5. Convert PDF Form Fields to JSON

Unlike plain text or tables, fillable PDF forms already store data as named fields. Applications, surveys, and registration forms contain field names and values that can be mapped directly to JSON key-value pairs, making form data one of the easiest types of PDF content to serialize.

Read and Export Form Fields

using Spire.Pdf;
using Spire.Pdf.Fields;
using Spire.Pdf.Widget;
using System.Collections.Generic;

using (PdfDocument pdf = new PdfDocument())
{
    pdf.LoadFromFile("RegistrationForm.pdf");

    PdfFormWidget formWidget = pdf.Form as PdfFormWidget;
    var formData = new Dictionary<string, object>();

    if (formWidget != null)
    {
        for (int i = 0; i < formWidget.FieldsWidget.List.Count; i++)
        {
            PdfField field = formWidget.FieldsWidget.List[i] as PdfField;

            if (field is PdfTextBoxFieldWidget textBox)
                formData[textBox.Name] = textBox.Text;
            else if (field is PdfCheckBoxWidgetFieldWidget checkBox)
                formData[checkBox.Name] = checkBox.Checked;
            else if (field is PdfRadioButtonListFieldWidget radioButton)
                formData[radioButton.Name] = radioButton.Value;
            else if (field is PdfComboBoxWidgetFieldWidget comboBox)
                formData[comboBox.Name] = comboBox.SelectedValue;
            else if (field is PdfListBoxWidgetFieldWidget listBox)
            {
                var selectedItems = new List<string>();
                foreach (PdfListWidgetItem item in listBox.Values)
                    selectedItems.Add(item.Value);
                formData[listBox.Name] = selectedItems;
            }
        }
    }

    var formOutput = new
    {
        sourceFile = "RegistrationForm.pdf",
        fieldCount = formData.Count,
        fields = formData
    };

    string json = JsonSerializer.Serialize(formOutput, new JsonSerializerOptions
    {
        WriteIndented = true
    });

    File.WriteAllText("RegistrationForm_Data.json", json);
}

Key API Calls

  • PdfFormWidget — provides access to the document's interactive form
  • PdfTextBoxFieldWidget.Text — reads text input values
  • PdfCheckBoxWidgetFieldWidget.Checked — reads checkbox state
  • PdfRadioButtonListFieldWidget.Value — reads selected radio button
  • PdfComboBoxWidgetFieldWidget.SelectedValue — reads combo box selection

Output

The following example shows how the extracted form fields are represented as structured JSON.

{
  "sourceFile": "RegistrationForm.pdf",
  "fieldCount": 6,
  "fields": {
    "FullName": "John Smith",
    "Email": "john.smith@contoso.com",
    "Department": "Sales",
    "AgreeTerms": true,
    "SubscriptionPlan": "Enterprise",
    "Skills": ["C#", "SQL", "Azure"]
  }
}

The following screenshot shows the actual JSON file generated after exporting the form data.

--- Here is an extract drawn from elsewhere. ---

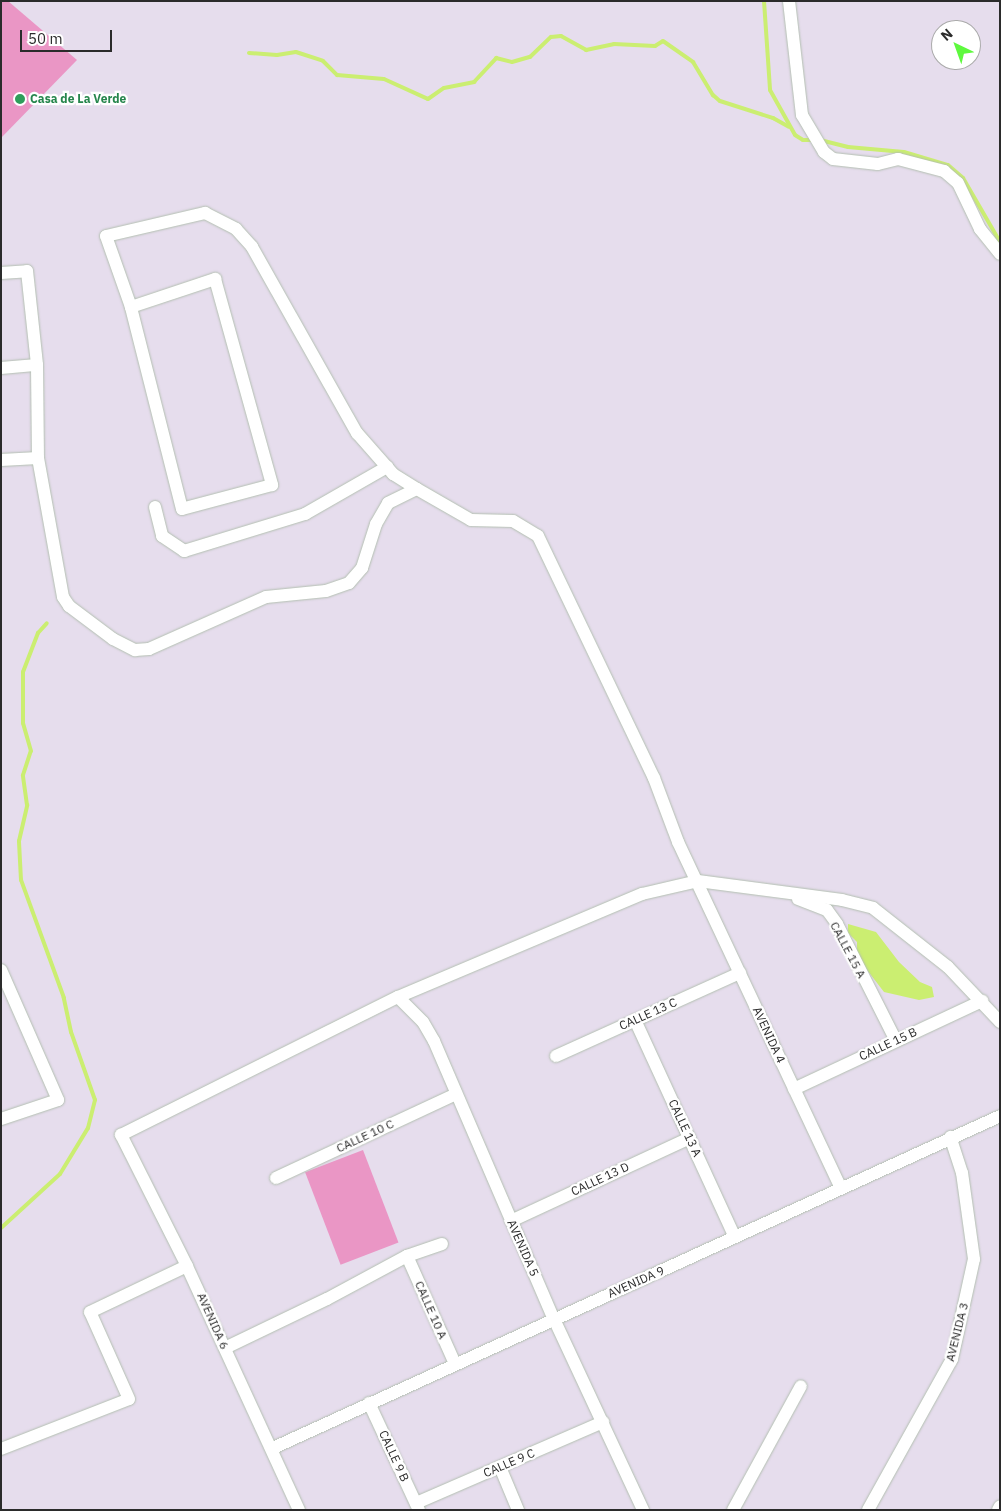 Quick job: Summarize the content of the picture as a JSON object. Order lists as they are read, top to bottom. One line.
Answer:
{"streets":{"street":["CALLE 15 A","CALLE 13 C","AVENIDA 4","CALLE 15 B","CALLE 13 A","CALLE 10 C","CALLE 13 D","AVENIDA 5","AVENIDA 9","CALLE 10 A","AVENIDA 6","AVENIDA 3","CALLE 9 B","CALLE 9 C"]},"crossings":[["CALLE 15 A","CALLE 15 B"],["CALLE 13 C","AVENIDA 4"],["CALLE 13 C","CALLE 13 A"],["AVENIDA 4","CALLE 15 B"],["AVENIDA 4","AVENIDA 9"],["CALLE 13 A","CALLE 13 D"],["CALLE 13 A","AVENIDA 9"],["CALLE 10 C","AVENIDA 5"],["CALLE 13 D","AVENIDA 5"],["AVENIDA 5","AVENIDA 9"],["AVENIDA 5","AVENIDA 6"],["AVENIDA 5","CALLE 9 C"],["AVENIDA 9","CALLE 10 A"],["AVENIDA 9","AVENIDA 6"],["AVENIDA 9","AVENIDA 3"],["AVENIDA 9","CALLE 9 B"],["CALLE 9 B","CALLE 9 C"]],"places":["Casa de La Verde"],"scale_bar":"50 m","north":"top left"}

Convert PDF Form Fields to JSON in C#

This approach works well for interactive PDF forms that contain structured fields such as text boxes, check boxes, radio buttons, and drop-down lists. Because each field already has a unique name, the extracted data can be serialized directly into JSON without additional parsing.

If you need a deeper look at importing and exporting PDF form field data in C#, see our dedicated guide on working with PDF form fields using Spire.PDF for .NET.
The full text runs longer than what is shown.